An extensive development of fully automated optical microscopes for the scanning of nuclear-emulsion films was carried out along with the preparation and running of the OPERA experiment. These achievements pave the way for using the emulsion technologies in forthcoming experiments, including SHiP (Search for Hidden Particles), a new facility that was recently proposed to CERN. If approved, SHiP will not only search for hidden particles in the GeV mass range, but also study tau-neutrino physics and perform the first direct observation of tau antineutrinos. The tau-neutrino detector of the SHiP apparatus is designed to use nuclear emulsions similar to those used by OPERA. The detector will be able to identify all three neutrino flavours, while the study of muon-neutrino scattering with large statistics is expected to provide additional insights into the strange-quark content of the proton, through the measurement of neutrino-induced charmed hadron production.

Currently, the R&D work on emulsions continues mainly in Italy and Japan.
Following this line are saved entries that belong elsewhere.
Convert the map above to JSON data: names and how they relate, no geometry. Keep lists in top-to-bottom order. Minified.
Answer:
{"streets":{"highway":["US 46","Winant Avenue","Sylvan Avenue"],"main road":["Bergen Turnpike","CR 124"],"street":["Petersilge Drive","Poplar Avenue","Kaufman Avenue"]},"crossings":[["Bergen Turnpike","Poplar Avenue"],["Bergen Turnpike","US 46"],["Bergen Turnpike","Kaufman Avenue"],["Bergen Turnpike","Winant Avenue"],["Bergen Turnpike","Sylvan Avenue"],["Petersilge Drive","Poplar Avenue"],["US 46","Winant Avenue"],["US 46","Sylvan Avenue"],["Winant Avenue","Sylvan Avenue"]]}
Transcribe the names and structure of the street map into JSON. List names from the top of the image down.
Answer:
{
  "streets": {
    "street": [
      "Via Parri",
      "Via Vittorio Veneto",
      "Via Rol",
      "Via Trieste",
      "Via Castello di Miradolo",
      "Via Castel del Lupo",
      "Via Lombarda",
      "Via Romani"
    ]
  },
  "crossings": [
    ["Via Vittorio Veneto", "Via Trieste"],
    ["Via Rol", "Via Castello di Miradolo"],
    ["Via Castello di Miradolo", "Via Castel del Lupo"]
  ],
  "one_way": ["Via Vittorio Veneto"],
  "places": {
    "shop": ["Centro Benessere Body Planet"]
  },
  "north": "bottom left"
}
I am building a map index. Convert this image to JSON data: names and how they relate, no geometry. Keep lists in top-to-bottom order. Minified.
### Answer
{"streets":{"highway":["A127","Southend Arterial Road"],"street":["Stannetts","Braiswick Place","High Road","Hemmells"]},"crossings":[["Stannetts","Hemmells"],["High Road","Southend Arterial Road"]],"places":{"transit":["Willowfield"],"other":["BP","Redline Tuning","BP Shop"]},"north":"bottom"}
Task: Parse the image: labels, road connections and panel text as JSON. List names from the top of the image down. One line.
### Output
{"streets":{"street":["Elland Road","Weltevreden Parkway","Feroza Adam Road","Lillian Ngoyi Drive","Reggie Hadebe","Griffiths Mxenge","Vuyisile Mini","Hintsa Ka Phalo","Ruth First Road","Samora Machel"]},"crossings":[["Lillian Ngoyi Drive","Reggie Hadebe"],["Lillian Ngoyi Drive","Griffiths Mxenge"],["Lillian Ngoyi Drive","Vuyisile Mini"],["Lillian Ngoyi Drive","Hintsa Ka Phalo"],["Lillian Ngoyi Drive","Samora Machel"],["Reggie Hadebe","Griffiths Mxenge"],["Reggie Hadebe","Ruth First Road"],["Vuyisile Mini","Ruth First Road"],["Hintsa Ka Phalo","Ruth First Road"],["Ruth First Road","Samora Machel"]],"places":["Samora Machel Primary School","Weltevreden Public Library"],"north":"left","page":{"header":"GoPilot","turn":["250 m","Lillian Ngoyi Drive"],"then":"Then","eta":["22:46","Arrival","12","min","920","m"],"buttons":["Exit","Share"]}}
Teams at Nagoya University have successfully produced emulsions with AgBr crystals of about 40 nm diameter – one order of magnitude smaller than those used in OPERA. In parallel, significant developments of fully automated optical-scanning systems, carried out in Italy and Japan with innovative analysis technologies, have overcome the intrinsic optical limit and achieved the unprecedented position resolution of 10 nm. Both achievements make it possible to use emulsions for the detection of sub-micrometric tracks, such as those left by nuclear recoils induced by dark-matter particles (Weakly Interacting Massive Particles, WIMPs). This paves the way for the first large-scale dark-matter experiment with directional information. The NEWS experiment (Nuclear Emulsions for WIMP Search) plans to carry out this search at the Gran Sasso underground laboratory.

Thanks to their extreme accuracy and capability of identifying particles, nuclear emulsions are also successfully employed in fields beyond particle physics. Exploiting the cosmic-ray muon radiography technique, sandwiches of OPERA-like emulsion films and passive materials were used to image the shallow-density structure beneath the Asama Volcano in Japan and, more recently, to image the crater structure of the Stromboli volcano in Italy. Detectors based on nuclear emulsions are also used in hadron therapy to characterize the carbon-ion beams and their secondary interactions in human tissues. The high detection accuracy provided by emulsions allows experts to better understand the secondary effects of radiation, and to monitor the released dose with the aim of optimizing the planning of medical treatments.